◆ Task prompt
In the entries that follow, find every line containing "panel" and copy it.

Stored data
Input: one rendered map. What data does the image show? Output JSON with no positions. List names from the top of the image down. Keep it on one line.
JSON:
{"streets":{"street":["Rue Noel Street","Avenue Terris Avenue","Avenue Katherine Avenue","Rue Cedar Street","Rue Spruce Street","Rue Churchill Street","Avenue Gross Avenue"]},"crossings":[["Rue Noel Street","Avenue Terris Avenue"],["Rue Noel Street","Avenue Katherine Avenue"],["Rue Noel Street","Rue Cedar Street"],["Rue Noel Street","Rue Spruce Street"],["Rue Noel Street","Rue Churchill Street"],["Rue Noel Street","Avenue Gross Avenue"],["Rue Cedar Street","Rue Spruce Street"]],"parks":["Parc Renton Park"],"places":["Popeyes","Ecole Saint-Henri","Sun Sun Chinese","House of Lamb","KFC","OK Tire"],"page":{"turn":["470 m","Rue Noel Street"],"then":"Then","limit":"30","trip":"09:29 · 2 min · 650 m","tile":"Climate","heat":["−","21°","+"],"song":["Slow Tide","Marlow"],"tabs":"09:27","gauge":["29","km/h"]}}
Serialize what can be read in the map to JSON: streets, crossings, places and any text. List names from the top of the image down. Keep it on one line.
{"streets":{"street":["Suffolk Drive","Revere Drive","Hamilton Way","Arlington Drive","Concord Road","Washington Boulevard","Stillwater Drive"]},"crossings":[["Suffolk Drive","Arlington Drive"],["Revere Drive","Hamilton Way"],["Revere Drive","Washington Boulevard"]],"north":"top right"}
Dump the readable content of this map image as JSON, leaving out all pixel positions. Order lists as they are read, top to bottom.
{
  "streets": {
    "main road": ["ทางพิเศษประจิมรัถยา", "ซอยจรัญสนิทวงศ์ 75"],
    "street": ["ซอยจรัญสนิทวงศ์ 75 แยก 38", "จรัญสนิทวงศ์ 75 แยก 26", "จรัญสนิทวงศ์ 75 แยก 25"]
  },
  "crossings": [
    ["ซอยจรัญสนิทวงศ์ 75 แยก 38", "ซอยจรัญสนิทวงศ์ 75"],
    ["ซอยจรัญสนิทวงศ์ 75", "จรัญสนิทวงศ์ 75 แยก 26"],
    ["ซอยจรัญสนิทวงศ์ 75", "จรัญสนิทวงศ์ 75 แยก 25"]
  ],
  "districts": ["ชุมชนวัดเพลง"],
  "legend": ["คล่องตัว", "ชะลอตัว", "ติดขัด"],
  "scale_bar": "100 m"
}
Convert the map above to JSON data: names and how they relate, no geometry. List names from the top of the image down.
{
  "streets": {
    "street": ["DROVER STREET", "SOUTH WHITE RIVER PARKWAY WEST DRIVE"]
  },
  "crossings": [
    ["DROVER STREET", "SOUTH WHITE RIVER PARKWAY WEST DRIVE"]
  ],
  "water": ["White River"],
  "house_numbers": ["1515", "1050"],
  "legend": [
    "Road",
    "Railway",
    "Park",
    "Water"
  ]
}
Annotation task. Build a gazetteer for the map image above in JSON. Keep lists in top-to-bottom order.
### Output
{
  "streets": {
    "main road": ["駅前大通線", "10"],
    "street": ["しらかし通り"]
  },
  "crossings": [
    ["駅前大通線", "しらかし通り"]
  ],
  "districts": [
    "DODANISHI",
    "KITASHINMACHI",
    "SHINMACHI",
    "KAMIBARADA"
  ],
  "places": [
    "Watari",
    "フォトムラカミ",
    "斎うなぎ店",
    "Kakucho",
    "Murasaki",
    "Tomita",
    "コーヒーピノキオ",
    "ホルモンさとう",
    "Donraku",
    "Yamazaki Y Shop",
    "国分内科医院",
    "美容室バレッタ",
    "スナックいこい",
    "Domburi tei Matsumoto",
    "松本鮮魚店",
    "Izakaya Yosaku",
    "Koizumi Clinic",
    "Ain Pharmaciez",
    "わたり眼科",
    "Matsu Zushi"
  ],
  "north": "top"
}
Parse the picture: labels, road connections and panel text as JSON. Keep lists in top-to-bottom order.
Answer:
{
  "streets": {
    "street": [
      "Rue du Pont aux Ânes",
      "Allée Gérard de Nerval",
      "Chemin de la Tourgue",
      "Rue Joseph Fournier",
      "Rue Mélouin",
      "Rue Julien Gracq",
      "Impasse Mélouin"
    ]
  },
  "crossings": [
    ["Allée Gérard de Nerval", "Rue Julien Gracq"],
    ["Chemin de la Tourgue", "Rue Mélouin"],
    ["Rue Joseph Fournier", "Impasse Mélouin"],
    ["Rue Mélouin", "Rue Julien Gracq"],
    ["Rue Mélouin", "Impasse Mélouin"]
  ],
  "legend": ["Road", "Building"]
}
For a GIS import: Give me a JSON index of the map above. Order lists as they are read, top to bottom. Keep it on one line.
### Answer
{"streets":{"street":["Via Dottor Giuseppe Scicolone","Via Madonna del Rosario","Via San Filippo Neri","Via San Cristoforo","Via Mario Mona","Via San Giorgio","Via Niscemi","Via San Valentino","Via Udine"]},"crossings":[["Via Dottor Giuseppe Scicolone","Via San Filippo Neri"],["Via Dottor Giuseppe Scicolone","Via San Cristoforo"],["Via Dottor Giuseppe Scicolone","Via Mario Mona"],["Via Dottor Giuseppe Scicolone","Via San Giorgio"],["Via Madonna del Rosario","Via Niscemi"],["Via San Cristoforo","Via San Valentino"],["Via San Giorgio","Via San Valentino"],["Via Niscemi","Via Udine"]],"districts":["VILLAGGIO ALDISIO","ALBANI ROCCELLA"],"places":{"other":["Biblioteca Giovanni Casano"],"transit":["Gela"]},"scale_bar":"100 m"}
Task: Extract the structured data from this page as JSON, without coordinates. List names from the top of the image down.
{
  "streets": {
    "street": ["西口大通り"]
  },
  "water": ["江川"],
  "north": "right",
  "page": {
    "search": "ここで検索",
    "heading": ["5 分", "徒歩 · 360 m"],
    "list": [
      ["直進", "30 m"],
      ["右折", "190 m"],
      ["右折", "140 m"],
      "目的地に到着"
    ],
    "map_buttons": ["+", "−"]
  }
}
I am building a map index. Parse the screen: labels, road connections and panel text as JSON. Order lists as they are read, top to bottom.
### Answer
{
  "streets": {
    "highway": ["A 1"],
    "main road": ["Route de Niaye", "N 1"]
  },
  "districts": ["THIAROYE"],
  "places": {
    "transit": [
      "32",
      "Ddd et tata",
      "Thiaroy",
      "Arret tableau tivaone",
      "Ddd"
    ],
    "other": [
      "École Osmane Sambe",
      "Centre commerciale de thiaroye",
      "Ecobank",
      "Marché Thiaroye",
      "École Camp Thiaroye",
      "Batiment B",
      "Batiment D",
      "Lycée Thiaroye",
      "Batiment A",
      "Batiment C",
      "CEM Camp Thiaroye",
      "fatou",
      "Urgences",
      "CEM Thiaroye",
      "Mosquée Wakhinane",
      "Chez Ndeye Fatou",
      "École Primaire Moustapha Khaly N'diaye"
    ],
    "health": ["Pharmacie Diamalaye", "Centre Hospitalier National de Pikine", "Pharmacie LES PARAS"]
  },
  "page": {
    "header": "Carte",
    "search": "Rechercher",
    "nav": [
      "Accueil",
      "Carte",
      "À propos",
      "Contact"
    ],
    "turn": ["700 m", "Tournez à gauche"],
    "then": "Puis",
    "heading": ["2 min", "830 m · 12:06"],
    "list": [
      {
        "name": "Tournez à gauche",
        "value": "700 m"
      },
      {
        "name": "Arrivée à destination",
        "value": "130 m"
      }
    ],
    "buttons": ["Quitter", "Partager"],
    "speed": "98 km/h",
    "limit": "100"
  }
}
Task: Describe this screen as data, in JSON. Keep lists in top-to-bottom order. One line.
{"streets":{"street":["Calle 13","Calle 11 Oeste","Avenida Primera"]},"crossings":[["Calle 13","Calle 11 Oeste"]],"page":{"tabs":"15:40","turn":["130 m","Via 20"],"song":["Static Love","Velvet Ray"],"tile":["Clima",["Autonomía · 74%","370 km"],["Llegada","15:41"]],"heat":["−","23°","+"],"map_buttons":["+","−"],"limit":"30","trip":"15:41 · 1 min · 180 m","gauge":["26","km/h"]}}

◆ Response area
Parse the picture: labels, road connections and panel text as JSON. Keep lists in top-to-bottom order.
I am building a map index. Parse the screen: labels, road connections and panel text as JSON. Order lists as they are read, top to bottom.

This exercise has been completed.